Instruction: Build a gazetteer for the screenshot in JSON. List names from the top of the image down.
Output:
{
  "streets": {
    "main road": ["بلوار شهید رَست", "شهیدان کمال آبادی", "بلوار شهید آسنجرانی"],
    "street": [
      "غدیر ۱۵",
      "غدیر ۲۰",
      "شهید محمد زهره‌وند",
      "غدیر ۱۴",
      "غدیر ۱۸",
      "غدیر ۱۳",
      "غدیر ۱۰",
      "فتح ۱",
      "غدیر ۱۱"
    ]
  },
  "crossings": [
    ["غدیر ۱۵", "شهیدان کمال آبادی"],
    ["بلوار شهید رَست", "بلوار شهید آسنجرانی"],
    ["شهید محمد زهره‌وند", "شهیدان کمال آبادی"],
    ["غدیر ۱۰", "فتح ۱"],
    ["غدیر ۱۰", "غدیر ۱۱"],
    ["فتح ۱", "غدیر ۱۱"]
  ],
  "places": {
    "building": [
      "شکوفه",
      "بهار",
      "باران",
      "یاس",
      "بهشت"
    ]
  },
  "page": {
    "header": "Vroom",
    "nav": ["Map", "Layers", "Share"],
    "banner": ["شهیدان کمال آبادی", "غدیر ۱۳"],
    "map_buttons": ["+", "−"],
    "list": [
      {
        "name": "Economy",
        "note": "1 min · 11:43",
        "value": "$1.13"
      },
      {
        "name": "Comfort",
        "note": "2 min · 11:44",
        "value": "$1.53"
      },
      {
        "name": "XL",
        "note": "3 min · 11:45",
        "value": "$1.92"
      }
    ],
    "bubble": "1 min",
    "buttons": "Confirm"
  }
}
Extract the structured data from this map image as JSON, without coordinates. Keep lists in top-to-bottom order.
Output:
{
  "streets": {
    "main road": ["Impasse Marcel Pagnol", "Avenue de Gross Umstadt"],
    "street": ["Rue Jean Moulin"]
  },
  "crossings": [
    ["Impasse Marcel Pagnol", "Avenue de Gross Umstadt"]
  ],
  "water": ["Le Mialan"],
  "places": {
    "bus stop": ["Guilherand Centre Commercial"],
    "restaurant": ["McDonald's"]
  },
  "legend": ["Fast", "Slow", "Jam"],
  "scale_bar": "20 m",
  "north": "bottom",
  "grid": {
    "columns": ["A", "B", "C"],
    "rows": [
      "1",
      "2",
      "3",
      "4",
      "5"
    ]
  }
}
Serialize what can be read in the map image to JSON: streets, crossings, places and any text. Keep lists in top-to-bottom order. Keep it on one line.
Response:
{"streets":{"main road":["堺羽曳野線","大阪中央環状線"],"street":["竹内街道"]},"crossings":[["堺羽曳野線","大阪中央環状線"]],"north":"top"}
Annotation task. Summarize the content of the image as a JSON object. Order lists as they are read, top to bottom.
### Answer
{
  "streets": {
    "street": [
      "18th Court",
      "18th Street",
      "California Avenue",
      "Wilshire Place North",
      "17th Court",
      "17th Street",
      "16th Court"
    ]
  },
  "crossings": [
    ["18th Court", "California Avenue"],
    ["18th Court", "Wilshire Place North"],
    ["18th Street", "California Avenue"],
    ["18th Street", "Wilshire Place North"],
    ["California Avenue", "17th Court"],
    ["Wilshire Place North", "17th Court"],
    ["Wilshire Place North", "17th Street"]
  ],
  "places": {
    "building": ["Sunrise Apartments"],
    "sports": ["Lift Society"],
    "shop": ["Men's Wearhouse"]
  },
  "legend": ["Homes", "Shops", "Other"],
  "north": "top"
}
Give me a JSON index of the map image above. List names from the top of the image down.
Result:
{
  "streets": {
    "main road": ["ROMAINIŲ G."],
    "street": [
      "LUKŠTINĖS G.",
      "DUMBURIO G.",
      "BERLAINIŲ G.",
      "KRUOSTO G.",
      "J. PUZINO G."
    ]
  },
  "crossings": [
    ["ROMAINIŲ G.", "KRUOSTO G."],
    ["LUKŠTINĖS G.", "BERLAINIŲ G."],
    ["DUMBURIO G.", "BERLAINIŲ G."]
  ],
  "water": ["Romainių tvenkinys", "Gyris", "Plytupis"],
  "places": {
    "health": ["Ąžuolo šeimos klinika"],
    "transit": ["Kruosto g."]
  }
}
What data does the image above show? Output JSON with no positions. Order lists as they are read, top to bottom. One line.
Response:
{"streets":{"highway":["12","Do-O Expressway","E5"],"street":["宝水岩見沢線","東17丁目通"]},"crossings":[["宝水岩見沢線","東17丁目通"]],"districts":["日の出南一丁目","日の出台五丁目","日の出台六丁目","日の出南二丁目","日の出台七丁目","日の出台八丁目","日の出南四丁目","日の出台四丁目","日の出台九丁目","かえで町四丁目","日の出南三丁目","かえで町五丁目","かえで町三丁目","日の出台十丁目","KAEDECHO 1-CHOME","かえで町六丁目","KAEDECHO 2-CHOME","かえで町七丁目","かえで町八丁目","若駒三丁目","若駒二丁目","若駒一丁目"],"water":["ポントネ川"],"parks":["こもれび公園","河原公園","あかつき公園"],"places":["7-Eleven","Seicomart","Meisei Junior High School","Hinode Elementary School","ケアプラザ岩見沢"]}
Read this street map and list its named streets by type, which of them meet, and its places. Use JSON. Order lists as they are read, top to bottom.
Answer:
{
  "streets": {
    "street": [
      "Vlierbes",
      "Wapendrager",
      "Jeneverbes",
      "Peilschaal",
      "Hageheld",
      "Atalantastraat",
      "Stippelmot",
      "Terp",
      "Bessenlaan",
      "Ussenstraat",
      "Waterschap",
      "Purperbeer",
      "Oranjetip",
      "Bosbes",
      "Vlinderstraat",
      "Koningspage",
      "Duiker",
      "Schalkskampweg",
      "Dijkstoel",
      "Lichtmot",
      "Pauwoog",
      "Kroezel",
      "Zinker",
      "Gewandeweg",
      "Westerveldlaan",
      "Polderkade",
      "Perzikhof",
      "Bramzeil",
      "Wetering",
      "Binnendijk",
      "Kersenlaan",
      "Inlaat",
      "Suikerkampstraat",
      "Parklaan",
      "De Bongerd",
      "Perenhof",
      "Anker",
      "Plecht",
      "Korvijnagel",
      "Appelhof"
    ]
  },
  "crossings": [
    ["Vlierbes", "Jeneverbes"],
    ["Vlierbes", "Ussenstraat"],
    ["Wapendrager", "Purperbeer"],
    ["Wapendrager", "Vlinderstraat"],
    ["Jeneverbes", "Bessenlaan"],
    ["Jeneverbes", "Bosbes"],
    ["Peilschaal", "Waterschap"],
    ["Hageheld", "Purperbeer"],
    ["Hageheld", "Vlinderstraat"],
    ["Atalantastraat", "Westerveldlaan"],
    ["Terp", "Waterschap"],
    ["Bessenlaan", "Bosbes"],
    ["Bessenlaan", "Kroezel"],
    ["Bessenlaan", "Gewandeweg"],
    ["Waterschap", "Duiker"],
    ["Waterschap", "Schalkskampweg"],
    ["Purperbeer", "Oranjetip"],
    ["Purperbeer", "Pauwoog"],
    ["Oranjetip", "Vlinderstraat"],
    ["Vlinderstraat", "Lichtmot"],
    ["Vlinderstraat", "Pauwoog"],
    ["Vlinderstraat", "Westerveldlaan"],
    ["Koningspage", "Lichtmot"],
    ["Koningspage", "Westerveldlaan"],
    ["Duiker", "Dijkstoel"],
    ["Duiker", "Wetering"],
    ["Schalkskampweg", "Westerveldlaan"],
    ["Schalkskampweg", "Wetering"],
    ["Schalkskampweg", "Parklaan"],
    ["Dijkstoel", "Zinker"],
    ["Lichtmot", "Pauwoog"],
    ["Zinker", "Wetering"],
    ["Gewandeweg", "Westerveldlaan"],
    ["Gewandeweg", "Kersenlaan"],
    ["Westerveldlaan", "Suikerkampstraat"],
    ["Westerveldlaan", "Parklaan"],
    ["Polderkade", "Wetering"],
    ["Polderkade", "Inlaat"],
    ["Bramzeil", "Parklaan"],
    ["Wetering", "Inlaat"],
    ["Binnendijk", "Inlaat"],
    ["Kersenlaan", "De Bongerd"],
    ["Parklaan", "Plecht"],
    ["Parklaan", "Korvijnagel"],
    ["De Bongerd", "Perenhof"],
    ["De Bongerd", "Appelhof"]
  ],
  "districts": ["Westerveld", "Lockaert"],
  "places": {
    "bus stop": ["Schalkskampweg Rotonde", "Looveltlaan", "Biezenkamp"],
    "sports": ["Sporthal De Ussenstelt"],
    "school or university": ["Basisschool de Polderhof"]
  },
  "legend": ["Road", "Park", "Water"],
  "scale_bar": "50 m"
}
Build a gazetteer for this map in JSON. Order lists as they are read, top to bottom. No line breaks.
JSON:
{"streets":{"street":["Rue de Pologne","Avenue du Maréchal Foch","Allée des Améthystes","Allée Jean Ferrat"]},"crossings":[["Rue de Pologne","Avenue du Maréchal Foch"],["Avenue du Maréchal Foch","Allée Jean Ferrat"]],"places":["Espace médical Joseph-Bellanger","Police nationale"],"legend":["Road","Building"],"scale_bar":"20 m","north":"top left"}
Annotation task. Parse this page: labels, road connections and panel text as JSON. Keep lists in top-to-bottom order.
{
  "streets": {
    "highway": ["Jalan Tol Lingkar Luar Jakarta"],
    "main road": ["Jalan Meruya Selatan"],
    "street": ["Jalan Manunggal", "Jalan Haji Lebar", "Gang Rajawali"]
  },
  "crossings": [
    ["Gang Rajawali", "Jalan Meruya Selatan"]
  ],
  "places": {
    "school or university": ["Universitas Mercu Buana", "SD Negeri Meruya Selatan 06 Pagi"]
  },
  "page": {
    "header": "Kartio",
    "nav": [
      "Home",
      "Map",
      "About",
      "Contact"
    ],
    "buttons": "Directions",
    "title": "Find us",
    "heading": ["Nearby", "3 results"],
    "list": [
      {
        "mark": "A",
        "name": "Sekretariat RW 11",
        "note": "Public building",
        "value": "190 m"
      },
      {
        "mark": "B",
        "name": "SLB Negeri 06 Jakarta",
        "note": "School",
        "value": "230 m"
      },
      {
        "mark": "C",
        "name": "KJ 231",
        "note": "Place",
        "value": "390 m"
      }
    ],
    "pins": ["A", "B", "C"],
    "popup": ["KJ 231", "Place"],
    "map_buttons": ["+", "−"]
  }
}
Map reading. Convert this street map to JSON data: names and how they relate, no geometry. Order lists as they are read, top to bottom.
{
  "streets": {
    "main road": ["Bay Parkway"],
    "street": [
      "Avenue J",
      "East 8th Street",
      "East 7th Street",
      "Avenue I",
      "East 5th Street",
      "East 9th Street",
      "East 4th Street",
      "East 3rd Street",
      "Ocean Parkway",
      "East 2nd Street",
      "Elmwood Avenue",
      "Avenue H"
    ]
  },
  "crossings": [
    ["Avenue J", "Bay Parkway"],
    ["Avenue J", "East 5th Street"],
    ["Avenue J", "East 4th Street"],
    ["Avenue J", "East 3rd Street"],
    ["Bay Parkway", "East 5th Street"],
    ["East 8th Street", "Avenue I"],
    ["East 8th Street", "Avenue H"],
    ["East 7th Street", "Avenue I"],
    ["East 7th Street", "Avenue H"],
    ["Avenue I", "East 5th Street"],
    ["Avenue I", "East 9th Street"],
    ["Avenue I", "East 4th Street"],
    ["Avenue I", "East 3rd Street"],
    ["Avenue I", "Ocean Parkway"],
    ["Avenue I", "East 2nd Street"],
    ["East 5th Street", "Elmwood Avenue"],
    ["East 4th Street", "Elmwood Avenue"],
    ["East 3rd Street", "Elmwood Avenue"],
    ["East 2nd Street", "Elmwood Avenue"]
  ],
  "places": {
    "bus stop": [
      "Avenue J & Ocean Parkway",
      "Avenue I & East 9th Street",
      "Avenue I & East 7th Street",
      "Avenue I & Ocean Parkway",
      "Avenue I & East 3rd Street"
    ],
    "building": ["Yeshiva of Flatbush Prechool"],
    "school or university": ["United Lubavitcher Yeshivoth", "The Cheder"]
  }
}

**WHAT THE EXERCISE ASKS:**
Some lines in the data above hold the string "Wilshire". Find and copy each of them.

**COMPLETED TASK:**
      "Wilshire Place North",
    ["18th Court", "Wilshire Place North"],
    ["18th Street", "Wilshire Place North"],
    ["Wilshire Place North", "17th Court"],
    ["Wilshire Place North", "17th Street"]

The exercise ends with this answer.